**WHAT IS REQUIRED**
Collect each line of the entries that holds the string "Poplar".

**DATA UNDER STUDY**

↓↓↓

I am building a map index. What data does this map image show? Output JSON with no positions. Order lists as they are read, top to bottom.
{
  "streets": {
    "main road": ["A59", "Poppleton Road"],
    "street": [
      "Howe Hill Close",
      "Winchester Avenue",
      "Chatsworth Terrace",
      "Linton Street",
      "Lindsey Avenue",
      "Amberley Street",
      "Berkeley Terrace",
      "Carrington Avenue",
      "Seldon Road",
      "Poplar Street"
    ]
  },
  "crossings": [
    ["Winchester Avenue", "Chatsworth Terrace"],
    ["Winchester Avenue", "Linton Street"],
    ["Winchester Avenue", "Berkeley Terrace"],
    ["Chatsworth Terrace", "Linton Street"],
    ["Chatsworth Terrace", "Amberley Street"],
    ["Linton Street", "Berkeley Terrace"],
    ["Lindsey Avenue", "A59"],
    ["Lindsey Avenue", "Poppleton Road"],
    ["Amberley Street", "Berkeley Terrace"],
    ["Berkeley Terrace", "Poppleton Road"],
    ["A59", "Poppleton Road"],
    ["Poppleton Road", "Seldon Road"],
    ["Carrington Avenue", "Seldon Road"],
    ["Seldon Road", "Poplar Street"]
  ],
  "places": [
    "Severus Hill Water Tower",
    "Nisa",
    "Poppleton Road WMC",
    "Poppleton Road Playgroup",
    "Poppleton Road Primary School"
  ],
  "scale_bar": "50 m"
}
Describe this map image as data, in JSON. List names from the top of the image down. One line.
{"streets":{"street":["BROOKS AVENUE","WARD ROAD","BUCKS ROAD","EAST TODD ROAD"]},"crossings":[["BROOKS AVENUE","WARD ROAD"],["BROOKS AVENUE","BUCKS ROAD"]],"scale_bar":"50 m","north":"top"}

↑↑↑

**OUTPUT**
      "Poplar Street"
    ["Seldon Road", "Poplar Street"]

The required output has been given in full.